Suppose, if possible, that $(a^n+a+1)(b^n+b+1)$ is a square for all but finitely many positive integers $n$. Then $$ab\equiv \frac{(a^{p+1}+a+1)(b^{p+1}+b+1)}{(a^{p-2}+a+1)(b^{p-2}+b+1)}$$ and $$(a+2)(b+2)\equiv (a^{p-1}+a+1)(b^{p-1}+b+1)(\mathrm{mod}p)$$ are both quadratic residues modulo all but finitely many primes $p$. Consequently, $ab$ and $(a+2)(b+2)$ are both squares. (It is a fact that a positive integer which is a quadratic residue modulo all but finitely many primes is itself a square.) Let $b-a=q$, a prime, and let $d=\gcd (a,b)$. Clearly, $d=1$ or $d=q$. If $d=q$, then $a=(c-1)q$ and $b=cq$ for some integer $c>1$. Hence $c(c-1)q^2=ab$ is a square, forcing $c(c-1)$ to be a square. Coprimality of $c$ and $c-1$ forces in turn $c$ and $c-1$ to be both squares. This is impossible, since two squares of non-zero integers are at least 3 distance apart. Consequently, $a$ is coprime to $b$, so they are both squares.
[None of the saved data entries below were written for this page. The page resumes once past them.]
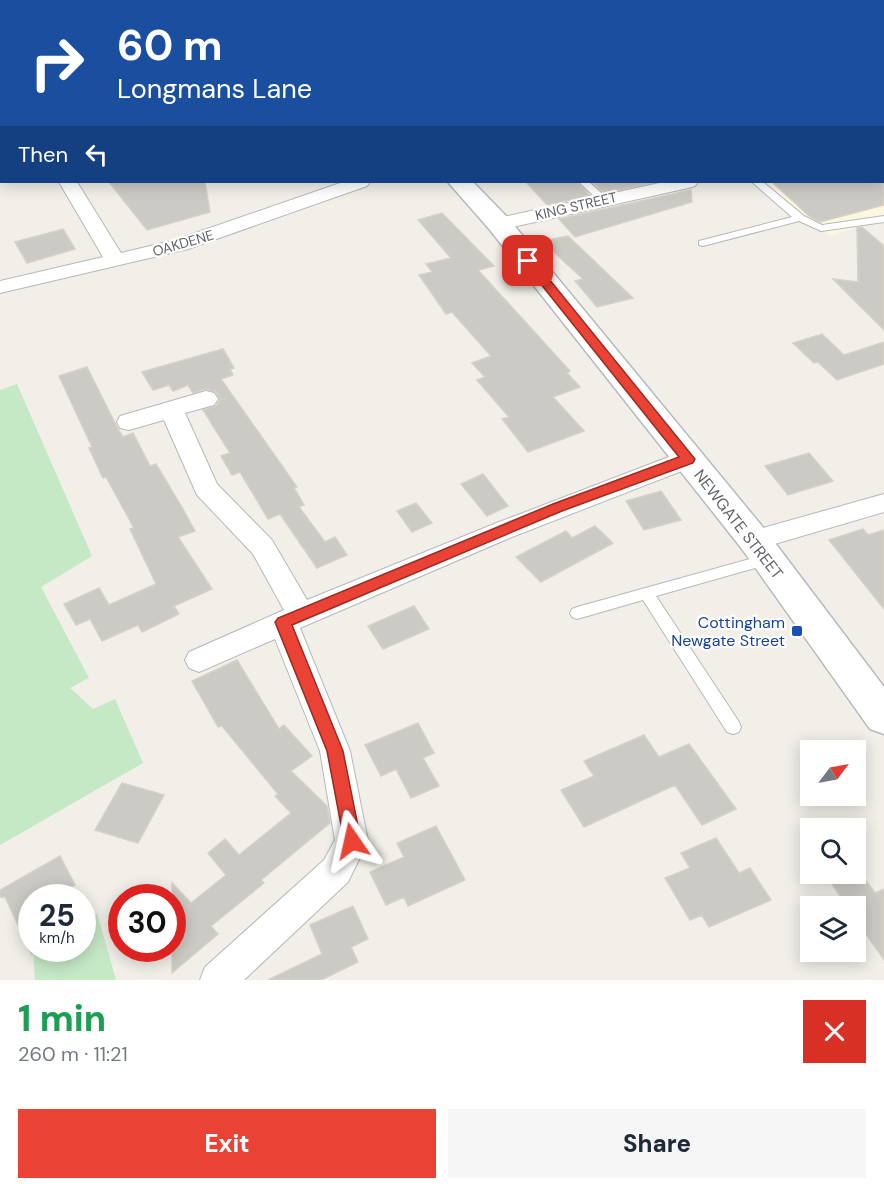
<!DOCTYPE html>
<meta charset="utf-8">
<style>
body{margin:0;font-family:"DM Sans",sans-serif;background:#f6f6f7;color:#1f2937;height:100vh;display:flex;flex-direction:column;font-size:22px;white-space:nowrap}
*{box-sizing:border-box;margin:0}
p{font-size:20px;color:#747a83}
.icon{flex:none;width:33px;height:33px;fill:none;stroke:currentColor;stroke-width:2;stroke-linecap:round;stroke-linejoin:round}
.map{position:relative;height:980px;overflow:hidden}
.drawer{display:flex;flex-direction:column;background:#fff;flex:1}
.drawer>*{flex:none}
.hud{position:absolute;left:0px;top:0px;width:885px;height:183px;box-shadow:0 3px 15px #0003;background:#1a4fa0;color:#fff;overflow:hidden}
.needle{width:39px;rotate:58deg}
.fabs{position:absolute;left:800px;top:740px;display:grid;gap:12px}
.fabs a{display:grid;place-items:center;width:66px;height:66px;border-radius:0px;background:#fff;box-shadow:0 3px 15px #0003;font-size:30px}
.speed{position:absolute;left:18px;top:884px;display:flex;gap:12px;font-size:30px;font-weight:700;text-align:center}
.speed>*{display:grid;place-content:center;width:78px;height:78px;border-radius:50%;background:#fff;box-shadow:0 3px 15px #0003;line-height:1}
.speed small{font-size:15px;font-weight:400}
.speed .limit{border:9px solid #d22;background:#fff;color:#111}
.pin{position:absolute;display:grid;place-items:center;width:51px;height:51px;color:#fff;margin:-26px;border-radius:12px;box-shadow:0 3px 9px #0006}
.me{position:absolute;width:66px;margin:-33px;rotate:349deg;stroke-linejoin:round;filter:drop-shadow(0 0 4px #0008)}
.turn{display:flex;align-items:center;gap:21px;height:126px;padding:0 18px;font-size:27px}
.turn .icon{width:78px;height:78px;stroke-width:2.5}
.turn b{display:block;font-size:42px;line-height:51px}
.then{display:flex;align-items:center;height:57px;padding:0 18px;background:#0003;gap:12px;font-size:22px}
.round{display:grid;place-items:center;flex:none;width:63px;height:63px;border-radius:0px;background:#f6f6f7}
.summary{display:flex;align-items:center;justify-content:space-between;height:102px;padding:0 18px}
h1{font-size:36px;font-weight:800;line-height:45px;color:#1e9e55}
.primary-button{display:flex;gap:12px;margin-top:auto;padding:12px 18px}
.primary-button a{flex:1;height:69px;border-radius:0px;background:#ea4335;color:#fff;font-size:24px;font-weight:800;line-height:69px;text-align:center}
.primary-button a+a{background:#f6f6f7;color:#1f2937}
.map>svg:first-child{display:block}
.commercial{fill:#fef7e0}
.green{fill:#c5e8c5}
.building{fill:#cccac5;stroke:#d6d1c6;stroke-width:1.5}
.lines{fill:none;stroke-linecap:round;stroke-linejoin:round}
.lane-casing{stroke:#b5b8bc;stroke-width:2}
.street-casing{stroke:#b5b8bc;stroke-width:2}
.secondary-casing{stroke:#b6babf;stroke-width:3}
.lane{fill:#fff;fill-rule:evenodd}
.street{fill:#fff;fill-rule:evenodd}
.secondary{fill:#fff;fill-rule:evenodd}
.route{fill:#ea4335;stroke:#982c22;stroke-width:1.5}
.transit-dot{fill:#1a4fb4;stroke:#fff;stroke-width:2}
.labels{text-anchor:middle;stroke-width:4.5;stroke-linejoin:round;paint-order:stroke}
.far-street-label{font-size:14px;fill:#5f6368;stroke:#fff}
.street-label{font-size:16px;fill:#5f6368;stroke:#fff}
.transit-label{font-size:16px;fill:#164399;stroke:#fff;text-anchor:end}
</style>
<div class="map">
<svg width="884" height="980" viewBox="0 0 884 980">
<rect width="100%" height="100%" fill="#f1efe8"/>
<path class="commercial" d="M 884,39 L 884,219 L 830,236 L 762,182 L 884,182 Z"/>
<path class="green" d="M 17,384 L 92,556 L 41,587 L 89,678 L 70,688 L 93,709 L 115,699 L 143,763 L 0,845 L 0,390 Z
M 97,913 L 116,980 L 35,980 L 33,952 L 40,948 L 82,948 L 83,922 Z"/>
<path class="building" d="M 109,182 L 205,182 L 210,212 L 147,230 Z
M 526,182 L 577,182 L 590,196 L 547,205 Z
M 592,182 L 656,182 L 604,193 Z
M 772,182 L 884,182 L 884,205 L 820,222 L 809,216 Z
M 691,190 L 692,202 L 575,237 L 559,219 Z
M 442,213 L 494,266 L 478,270 L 570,371 L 567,373 L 580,387 L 553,397 L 584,431 L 528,452 L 502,419 L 509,417 L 477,380 L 485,377 L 472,363 L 491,356 L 452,312 L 446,314 L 419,275 L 432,272 L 426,264 L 451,258 L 418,220 Z
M 862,227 L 884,246 L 884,330 L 833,279 L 858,282 L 857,228 Z
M 63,229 L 75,249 L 27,263 L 15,242 Z
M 568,236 L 633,298 L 597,307 L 575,281 L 583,279 L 542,241 Z
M 822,334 L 844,355 L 884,342 L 884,364 L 837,380 L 818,362 L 814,363 L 793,343 Z
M 223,349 L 234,368 L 230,369 L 233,375 L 221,379 L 297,487 L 294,488 L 304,505 L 299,507 L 325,542 L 335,537 L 347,555 L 317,568 L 280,514 L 268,519 L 240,472 L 232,475 L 221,456 L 230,453 L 203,410 L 216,406 L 220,400 L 216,392 L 205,389 L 193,393 L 188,385 L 173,391 L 169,385 L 153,390 L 142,372 Z
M 87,367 L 118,429 L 123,437 L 133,433 L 150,466 L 156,464 L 183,509 L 195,531 L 178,537 L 212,589 L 174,606 L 179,614 L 142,632 L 138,625 L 102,641 L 90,619 L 76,625 L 64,604 L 99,588 L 109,605 L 156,584 L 130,529 L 134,528 L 106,477 L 103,478 L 89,448 L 92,447 L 59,376 Z
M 809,453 L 833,481 L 788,495 L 765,466 Z
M 483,474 L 508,506 L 487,516 L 461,484 Z
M 661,491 L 681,520 L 644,530 L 626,501 Z
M 416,503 L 432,523 L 412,532 L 397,511 Z
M 595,526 L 613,543 L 541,582 L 516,557 L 566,531 L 572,538 Z
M 863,529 L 868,535 L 884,530 L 884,609 L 829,540 Z
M 414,606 L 429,629 L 383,649 L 368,626 Z
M 237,660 L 279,729 L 284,725 L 312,756 L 291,771 L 327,806 L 330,823 L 261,880 L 264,883 L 211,926 L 218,934 L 172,973 L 172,883 L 191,903 L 226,875 L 208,853 L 225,839 L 239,855 L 291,813 L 275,796 L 278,794 L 222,726 L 218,727 L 192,681 Z
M 418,723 L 434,753 L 423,758 L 439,786 L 411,798 L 396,769 L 381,776 L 365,745 Z
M 644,735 L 659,757 L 689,744 L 736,809 L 702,825 L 675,785 L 584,827 L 561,790 L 594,776 L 584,761 Z
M 122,783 L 164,795 L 138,843 L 95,830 Z
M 436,826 L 465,880 L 408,906 L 404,897 L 386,905 L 370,872 L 404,857 L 397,843 Z
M 716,838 L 739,873 L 750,868 L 771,900 L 709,927 L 702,915 L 690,920 L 665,878 L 690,868 L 681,853 Z
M 60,856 L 75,885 L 54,897 L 32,897 L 32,955 L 5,897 L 0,897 L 0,890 Z
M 857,868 L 875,893 L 884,889 L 884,960 L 855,918 L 855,906 L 847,906 L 830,881 L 846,873 L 855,873 Z
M 353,906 L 368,939 L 351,947 L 358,962 L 321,980 L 268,980 L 322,954 L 310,925 Z"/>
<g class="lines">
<defs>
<path id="lane" d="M 579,182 L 589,182 L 608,199 L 603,202 L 599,201 Z
M 752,182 L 763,182 L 804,216 L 822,225 L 884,216 L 884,222 L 821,231 L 799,221 L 703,246 L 699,245 L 699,241 L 792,217 Z
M 768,554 L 773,555 L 775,559 L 773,563 L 656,596 L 739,722 L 741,727 L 739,732 L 733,734 L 727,732 L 643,600 L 577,619 L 572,617 L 570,613 L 572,609 L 577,607 Z"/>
<path id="street" d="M 46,0 L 62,0 L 62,2 L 47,2 Z
M 592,0 L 608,0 L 609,2 L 593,2 Z
M 0,135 L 2,135 L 2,146 L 0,146 Z
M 59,182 L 77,182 L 121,253 L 175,240 L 343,182 L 370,182 L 367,186 L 188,249 L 0,293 L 0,281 L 103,257 Z
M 664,182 L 698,182 L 695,186 L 688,188 L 499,230 L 492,228 L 489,224 L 492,220 L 499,218 Z
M 206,391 L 214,393 L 218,399 L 214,405 L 185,413 L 217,484 L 272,540 L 307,600 L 494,524 L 679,453 L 688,450 L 697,453 L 700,459 L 697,465 L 512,537 L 300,628 L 350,751 L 368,841 L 348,882 L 244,980 L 200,980 L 205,967 L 324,860 L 335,840 L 320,751 L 275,639 L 199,672 L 189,668 L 185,660 L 189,652 L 284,610 L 253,554 L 197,495 L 164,420 L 129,430 L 120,428 L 117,422 L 120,416 Z
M 884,494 L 884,512 L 754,550 L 745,547 L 741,540 L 745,533 Z"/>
<path id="secondary" d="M 247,0 L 268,0 L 269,2 L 248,2 Z
M 448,182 L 473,182 L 508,218 L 766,531 L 884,687 L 884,734 L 870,729 L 742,549 L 490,230 Z"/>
</defs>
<use href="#lane" class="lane-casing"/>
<use href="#street" class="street-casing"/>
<use href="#secondary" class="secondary-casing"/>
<use href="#lane" class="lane"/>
<use href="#street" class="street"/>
<use href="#secondary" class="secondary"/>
</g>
<path class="route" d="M 524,258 L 532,258 L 695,459 L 693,463 L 562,511 L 292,625 L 343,751 L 361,841 L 359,846 L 352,849 L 346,846 L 344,841 L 327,751 L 275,622 L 278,618 L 553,504 L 679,457 L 524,263 Z"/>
<rect class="transit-dot" x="791" y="625" width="12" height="12" rx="3"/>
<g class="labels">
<g class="far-street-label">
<text transform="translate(576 206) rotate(-13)" y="5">KING STREET</text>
<text transform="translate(183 243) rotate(-16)" y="5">OAKDENE</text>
</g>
<g class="street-label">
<text transform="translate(739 524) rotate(52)" y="6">NEWGATE STREET</text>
</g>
<g class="transit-label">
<text x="785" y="628">Cottingham<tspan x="785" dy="18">Newgate Street</tspan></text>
</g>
</g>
</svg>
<div class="fabs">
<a><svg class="needle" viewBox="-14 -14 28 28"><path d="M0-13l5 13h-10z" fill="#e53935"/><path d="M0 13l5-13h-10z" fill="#747a83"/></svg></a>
<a><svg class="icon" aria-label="search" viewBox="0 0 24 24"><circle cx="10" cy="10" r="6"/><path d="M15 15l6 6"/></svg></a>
<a><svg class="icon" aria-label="layers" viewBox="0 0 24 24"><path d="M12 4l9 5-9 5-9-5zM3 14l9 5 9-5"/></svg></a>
</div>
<div class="speed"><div>25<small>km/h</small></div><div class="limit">30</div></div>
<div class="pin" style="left:528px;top:261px;background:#d93025"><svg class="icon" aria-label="arrive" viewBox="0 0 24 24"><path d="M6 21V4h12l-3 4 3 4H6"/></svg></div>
<svg class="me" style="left:352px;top:841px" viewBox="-20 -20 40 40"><path d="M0-17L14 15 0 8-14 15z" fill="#ea4335" stroke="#fff" stroke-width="4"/></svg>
<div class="hud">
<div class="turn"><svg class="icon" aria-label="right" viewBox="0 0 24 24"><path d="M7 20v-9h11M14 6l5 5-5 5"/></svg><div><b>60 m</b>Longmans Lane</div></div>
<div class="then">Then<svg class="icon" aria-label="left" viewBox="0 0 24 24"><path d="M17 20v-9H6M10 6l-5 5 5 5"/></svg></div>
</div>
</div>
<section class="drawer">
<div class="summary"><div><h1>1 min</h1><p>260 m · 11:21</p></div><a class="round" style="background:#d93025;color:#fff"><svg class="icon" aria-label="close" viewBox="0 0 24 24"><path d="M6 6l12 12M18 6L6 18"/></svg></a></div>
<div class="primary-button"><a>Exit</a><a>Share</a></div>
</section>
Since $a$ and $b$ are squares, $a+2$ and $b+2$ are not; and since $(a+2)(b+2)$ is a square, $a+2$ is not coprime to $b+2$ (otherwise they would both be squares). Clearly, $\gcd (a+2,b+2)$ divides $(b+2)-(a+2)=b-a=q$, so $\gcd (a+2,b+2)=q$. As before, $a+2=(c^{\prime }-1)q$ and $b+2=c^{\prime }q$ for some integer $c^{\prime }>1$, and we reach a contradiction along the same lines. This ends the proof.